Exactly the lines below from the one with "context.save(); context.translate(x, y);" up to and including the one with "M183,4H269L203,55L171,13Z" make up the answer, with nothing else added.

========================================================================

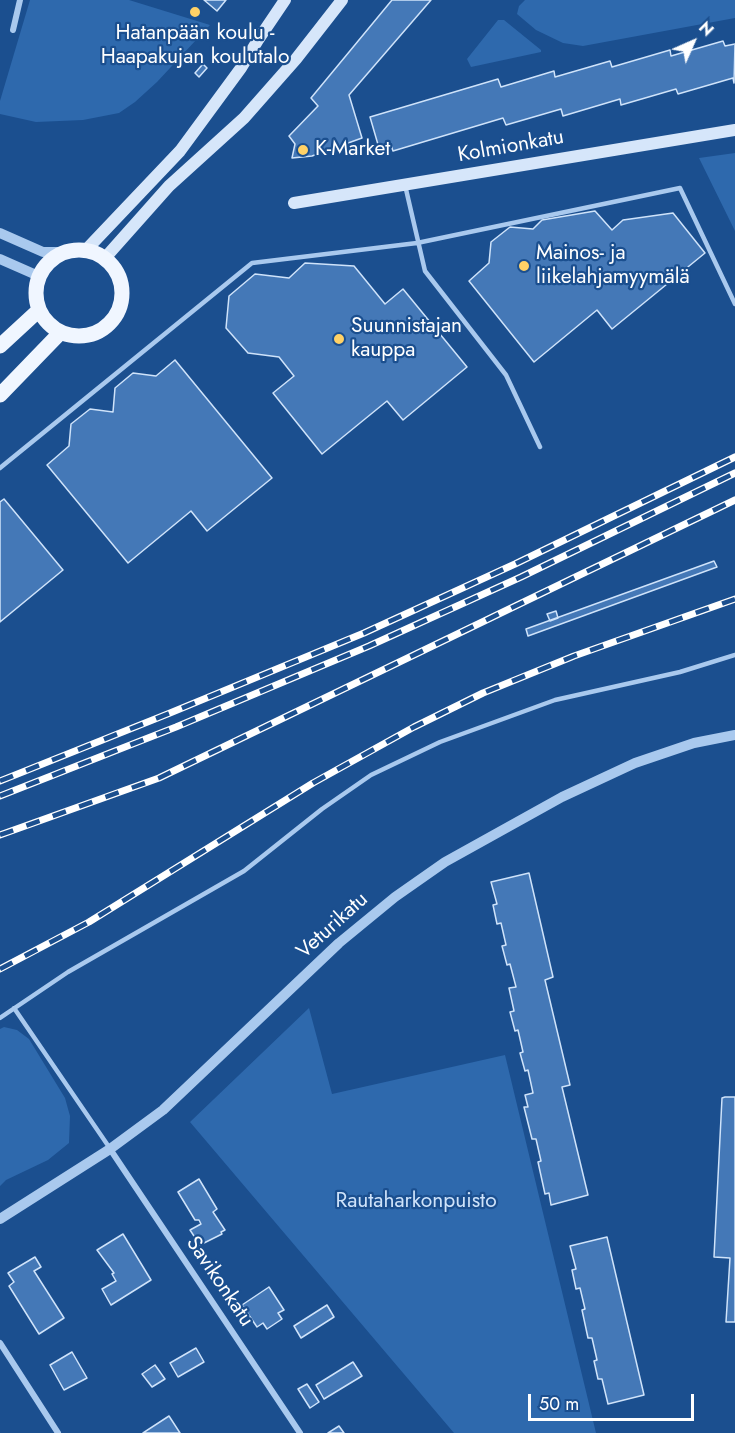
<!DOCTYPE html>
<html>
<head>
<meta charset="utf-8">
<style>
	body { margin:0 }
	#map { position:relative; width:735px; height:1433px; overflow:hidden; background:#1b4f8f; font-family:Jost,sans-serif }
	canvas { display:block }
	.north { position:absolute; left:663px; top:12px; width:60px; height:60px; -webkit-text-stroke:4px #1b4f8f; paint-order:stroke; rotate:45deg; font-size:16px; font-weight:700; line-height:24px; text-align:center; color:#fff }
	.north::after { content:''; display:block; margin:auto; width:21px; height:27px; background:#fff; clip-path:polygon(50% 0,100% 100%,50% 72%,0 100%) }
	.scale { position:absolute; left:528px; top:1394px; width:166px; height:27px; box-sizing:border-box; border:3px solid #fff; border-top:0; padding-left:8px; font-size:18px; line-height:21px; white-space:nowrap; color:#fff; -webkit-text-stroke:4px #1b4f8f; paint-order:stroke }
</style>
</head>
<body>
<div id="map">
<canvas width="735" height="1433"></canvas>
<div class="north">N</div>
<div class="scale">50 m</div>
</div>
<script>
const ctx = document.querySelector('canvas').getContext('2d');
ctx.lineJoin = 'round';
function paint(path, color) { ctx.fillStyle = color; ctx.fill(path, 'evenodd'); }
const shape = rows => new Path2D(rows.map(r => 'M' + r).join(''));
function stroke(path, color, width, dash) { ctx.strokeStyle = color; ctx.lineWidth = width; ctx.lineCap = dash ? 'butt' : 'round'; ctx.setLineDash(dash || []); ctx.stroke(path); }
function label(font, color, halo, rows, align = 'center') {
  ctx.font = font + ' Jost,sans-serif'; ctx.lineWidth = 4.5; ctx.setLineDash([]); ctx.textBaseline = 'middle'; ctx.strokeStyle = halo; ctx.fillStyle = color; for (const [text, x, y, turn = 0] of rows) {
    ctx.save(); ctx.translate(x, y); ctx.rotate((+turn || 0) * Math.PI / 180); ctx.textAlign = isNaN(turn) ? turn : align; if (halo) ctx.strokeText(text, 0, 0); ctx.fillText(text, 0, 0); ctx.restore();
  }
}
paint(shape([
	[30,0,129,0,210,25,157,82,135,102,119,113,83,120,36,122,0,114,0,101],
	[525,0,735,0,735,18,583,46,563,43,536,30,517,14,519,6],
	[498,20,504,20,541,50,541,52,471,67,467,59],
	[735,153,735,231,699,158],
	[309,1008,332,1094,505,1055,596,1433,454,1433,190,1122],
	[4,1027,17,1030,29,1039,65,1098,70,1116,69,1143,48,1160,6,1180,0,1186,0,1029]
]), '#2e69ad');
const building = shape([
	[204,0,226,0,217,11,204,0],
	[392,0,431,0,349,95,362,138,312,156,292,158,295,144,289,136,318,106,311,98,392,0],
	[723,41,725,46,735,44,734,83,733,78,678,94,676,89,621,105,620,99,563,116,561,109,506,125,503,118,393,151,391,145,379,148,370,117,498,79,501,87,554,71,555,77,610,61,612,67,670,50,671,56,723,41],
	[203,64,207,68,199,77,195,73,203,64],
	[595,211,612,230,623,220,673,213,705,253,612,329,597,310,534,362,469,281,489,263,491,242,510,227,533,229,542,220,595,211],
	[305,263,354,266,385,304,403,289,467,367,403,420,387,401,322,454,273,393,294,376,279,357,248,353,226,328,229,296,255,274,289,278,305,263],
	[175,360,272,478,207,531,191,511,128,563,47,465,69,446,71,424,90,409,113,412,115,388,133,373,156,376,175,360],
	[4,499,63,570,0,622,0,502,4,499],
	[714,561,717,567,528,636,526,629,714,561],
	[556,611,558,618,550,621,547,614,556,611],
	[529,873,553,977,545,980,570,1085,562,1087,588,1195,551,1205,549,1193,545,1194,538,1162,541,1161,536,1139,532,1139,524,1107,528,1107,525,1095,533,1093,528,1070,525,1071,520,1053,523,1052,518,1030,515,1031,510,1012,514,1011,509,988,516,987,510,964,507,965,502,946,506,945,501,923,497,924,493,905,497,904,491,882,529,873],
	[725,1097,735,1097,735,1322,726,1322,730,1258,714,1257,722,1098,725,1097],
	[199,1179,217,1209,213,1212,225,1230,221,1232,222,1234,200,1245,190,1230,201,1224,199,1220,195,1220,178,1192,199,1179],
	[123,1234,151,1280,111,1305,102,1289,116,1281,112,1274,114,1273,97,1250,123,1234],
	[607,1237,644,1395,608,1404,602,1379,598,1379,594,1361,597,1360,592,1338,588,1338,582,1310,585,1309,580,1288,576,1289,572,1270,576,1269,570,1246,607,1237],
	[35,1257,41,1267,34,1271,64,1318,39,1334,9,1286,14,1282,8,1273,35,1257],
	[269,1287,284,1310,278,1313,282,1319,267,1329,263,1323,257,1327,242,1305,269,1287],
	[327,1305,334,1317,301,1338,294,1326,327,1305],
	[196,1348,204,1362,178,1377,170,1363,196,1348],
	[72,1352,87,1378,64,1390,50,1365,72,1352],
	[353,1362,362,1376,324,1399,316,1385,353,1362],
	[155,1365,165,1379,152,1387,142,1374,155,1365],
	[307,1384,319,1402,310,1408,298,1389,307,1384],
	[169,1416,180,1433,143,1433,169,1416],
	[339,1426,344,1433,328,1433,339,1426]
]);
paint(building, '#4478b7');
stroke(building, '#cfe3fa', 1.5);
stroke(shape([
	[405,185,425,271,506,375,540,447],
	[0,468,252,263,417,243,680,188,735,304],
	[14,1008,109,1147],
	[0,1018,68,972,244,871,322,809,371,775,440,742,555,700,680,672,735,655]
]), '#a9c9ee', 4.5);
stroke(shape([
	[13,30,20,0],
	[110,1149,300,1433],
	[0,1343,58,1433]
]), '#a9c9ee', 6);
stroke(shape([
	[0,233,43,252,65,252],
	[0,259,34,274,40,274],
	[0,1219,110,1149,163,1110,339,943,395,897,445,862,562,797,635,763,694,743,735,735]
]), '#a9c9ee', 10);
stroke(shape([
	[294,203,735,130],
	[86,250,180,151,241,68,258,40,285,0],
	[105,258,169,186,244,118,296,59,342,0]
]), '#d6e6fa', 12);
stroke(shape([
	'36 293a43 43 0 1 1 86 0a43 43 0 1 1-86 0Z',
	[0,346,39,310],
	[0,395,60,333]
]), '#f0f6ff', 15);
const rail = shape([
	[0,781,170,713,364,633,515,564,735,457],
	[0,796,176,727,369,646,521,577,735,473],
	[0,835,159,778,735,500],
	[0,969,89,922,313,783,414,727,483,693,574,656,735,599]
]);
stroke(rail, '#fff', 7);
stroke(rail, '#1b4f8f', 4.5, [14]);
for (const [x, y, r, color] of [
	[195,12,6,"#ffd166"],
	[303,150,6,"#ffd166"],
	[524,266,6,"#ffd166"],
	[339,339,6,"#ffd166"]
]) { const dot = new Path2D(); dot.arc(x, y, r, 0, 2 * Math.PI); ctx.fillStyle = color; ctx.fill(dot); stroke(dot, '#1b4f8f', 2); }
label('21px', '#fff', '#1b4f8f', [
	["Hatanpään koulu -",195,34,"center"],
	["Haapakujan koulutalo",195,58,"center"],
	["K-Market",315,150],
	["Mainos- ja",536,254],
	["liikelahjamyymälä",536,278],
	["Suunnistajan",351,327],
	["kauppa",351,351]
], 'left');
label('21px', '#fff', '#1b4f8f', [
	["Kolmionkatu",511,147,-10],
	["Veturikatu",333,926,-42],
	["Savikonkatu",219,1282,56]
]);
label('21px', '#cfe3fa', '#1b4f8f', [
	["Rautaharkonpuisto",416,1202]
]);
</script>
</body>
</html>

========================================================================

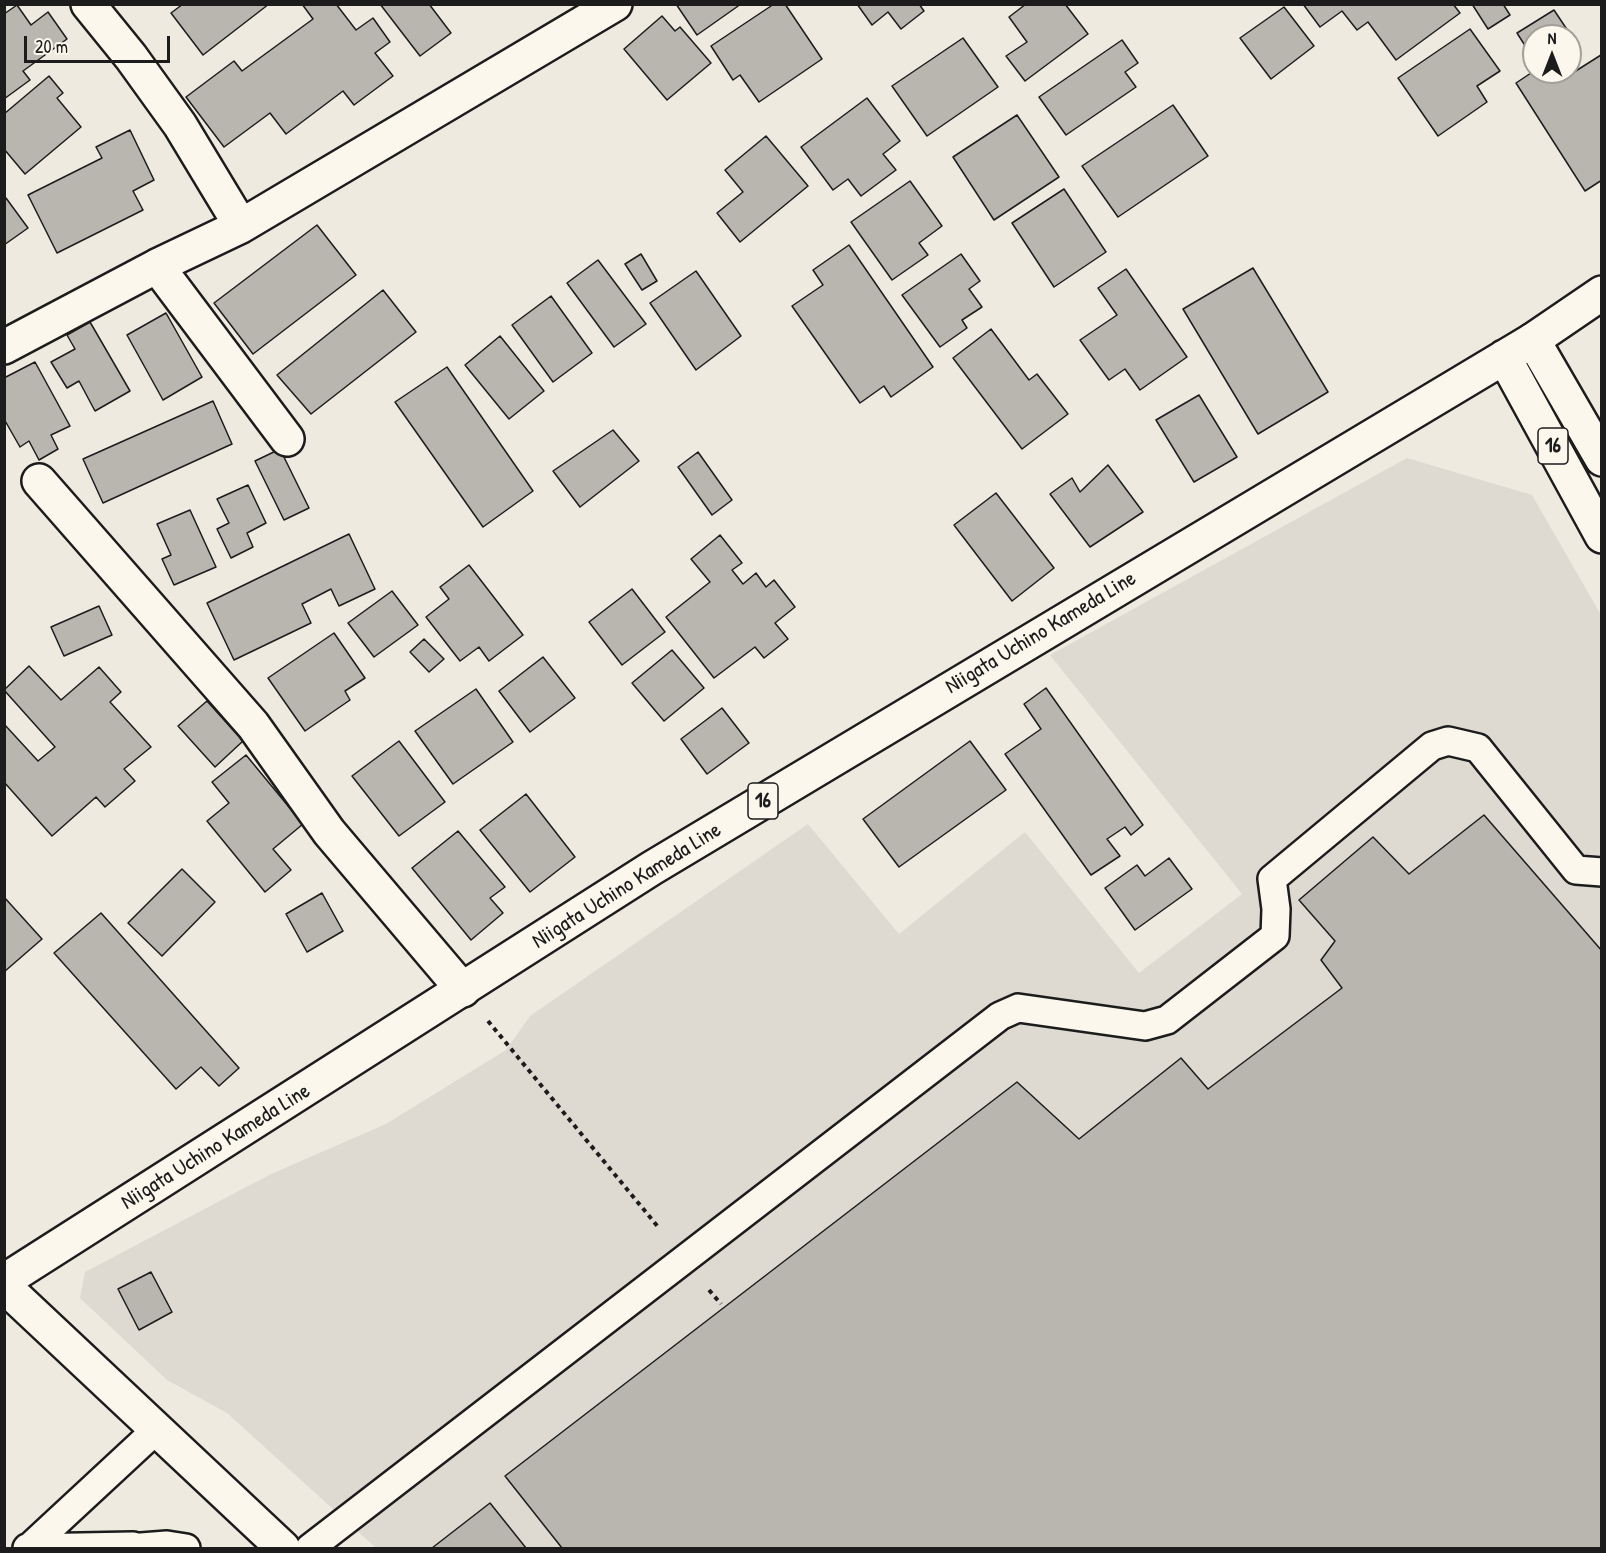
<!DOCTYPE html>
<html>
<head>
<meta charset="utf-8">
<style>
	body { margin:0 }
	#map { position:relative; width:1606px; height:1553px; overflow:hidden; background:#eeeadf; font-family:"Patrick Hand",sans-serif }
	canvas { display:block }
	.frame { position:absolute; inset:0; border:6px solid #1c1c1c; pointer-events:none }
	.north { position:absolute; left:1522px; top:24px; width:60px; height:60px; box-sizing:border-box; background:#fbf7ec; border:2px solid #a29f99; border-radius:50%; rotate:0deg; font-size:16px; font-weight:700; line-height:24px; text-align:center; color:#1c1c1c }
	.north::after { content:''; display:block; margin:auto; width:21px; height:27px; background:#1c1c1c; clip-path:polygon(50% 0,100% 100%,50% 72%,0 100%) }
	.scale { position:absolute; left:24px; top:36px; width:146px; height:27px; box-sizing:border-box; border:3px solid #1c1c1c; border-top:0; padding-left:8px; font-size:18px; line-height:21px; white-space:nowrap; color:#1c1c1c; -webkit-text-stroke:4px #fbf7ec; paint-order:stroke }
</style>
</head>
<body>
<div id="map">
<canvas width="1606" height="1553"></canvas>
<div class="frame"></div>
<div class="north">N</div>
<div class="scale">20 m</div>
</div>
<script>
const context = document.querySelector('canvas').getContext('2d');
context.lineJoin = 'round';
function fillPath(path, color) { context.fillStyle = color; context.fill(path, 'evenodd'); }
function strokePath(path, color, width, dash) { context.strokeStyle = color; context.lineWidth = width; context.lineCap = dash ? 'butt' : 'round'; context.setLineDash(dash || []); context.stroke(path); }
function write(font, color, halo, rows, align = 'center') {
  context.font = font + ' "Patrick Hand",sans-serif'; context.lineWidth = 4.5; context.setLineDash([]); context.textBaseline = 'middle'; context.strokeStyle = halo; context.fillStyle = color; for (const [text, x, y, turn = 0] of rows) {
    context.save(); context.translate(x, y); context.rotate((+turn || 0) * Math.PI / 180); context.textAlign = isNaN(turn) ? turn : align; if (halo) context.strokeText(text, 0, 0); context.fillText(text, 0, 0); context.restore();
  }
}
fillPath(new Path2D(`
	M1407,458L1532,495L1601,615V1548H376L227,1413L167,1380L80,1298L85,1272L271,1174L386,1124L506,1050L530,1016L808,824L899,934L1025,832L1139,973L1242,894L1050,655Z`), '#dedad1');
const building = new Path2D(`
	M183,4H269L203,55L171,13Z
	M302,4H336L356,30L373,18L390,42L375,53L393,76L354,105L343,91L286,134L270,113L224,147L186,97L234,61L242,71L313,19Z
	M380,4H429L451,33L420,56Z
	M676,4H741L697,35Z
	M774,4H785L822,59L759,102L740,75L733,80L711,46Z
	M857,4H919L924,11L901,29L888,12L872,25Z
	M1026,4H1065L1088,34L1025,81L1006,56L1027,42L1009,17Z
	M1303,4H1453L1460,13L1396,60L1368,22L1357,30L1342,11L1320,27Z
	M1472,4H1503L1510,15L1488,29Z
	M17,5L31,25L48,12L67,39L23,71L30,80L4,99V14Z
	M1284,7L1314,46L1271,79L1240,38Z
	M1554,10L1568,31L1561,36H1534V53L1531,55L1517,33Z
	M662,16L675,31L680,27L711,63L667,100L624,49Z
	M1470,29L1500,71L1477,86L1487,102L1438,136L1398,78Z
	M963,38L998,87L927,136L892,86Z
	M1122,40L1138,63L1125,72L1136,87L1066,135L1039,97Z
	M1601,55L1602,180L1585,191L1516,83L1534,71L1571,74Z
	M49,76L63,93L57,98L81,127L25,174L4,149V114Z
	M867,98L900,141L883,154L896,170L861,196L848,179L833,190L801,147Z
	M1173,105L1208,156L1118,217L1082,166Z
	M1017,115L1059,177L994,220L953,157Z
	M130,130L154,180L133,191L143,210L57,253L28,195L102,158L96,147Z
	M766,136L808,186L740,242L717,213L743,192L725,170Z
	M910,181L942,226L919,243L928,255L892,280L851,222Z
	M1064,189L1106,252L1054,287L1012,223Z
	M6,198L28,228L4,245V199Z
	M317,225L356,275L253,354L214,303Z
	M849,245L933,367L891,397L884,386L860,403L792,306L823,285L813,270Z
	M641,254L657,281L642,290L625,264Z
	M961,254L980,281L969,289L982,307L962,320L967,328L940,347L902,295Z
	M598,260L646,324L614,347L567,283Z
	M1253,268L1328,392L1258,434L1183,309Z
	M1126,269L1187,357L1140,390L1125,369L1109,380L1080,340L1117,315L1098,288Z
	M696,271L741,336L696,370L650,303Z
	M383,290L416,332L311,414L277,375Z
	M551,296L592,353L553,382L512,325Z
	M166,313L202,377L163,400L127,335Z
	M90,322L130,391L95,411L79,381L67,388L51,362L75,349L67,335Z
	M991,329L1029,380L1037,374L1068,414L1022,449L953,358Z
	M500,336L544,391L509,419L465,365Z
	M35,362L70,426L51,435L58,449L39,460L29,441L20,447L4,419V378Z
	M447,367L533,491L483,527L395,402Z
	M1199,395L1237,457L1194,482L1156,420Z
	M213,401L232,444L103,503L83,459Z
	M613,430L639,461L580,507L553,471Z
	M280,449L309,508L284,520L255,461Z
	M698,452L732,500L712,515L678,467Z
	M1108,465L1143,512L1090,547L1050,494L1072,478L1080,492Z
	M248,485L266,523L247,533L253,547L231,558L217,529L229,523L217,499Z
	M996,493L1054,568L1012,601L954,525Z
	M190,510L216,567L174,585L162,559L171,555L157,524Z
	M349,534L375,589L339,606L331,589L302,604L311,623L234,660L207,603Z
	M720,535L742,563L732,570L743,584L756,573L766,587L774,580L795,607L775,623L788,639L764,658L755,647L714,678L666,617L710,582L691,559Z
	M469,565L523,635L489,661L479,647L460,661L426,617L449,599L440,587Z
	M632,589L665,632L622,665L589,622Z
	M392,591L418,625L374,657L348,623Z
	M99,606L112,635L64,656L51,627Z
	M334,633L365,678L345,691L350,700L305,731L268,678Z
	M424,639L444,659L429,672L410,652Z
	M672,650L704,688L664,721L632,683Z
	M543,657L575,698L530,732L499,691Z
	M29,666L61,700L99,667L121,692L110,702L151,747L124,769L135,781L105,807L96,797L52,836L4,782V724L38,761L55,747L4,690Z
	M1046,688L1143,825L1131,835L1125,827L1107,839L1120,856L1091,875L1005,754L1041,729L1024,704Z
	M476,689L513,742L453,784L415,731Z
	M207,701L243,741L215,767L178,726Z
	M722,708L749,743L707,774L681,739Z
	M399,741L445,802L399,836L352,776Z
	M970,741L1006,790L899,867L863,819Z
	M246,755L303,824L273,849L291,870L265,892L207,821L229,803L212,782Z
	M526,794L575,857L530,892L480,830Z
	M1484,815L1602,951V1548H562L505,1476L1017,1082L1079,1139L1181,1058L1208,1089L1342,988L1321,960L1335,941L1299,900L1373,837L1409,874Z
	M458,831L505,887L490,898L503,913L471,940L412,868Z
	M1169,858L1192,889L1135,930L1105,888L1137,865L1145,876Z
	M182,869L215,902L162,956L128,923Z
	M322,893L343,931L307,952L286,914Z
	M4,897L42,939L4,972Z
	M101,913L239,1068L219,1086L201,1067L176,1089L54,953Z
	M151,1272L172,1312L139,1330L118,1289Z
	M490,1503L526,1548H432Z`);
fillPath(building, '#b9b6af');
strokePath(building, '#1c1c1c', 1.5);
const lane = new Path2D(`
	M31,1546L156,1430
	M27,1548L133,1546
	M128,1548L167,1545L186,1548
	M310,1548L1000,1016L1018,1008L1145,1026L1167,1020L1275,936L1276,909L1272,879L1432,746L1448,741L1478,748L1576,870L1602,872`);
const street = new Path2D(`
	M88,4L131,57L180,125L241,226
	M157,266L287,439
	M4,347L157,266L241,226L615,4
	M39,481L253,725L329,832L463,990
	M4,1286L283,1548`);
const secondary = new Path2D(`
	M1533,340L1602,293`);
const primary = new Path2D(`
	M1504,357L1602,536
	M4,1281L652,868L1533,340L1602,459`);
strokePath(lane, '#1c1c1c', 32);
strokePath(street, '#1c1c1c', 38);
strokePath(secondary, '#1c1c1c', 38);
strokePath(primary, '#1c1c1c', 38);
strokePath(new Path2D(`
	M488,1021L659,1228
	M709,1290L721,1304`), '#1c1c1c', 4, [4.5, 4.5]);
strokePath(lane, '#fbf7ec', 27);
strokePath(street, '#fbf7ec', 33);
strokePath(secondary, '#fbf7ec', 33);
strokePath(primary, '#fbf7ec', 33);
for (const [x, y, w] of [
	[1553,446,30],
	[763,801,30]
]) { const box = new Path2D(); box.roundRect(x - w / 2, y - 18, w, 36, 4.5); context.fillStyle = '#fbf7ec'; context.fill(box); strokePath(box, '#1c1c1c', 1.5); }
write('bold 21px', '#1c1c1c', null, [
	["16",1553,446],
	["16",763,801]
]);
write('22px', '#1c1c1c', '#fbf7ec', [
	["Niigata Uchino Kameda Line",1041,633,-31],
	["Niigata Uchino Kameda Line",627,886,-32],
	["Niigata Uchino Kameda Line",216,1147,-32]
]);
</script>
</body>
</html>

========================================================================

## SOLUTION TO THE PROBLEM
    context.save(); context.translate(x, y); context.rotate((+turn || 0) * Math.PI / 180); context.textAlign = isNaN(turn) ? turn : align; if (halo) context.strokeText(text, 0, 0); context.fillText(text, 0, 0); context.restore();
  }
}
fillPath(new Path2D(`
	M1407,458L1532,495L1601,615V1548H376L227,1413L167,1380L80,1298L85,1272L271,1174L386,1124L506,1050L530,1016L808,824L899,934L1025,832L1139,973L1242,894L1050,655Z`), '#dedad1');
const building = new Path2D(`
	M183,4H269L203,55L171,13Z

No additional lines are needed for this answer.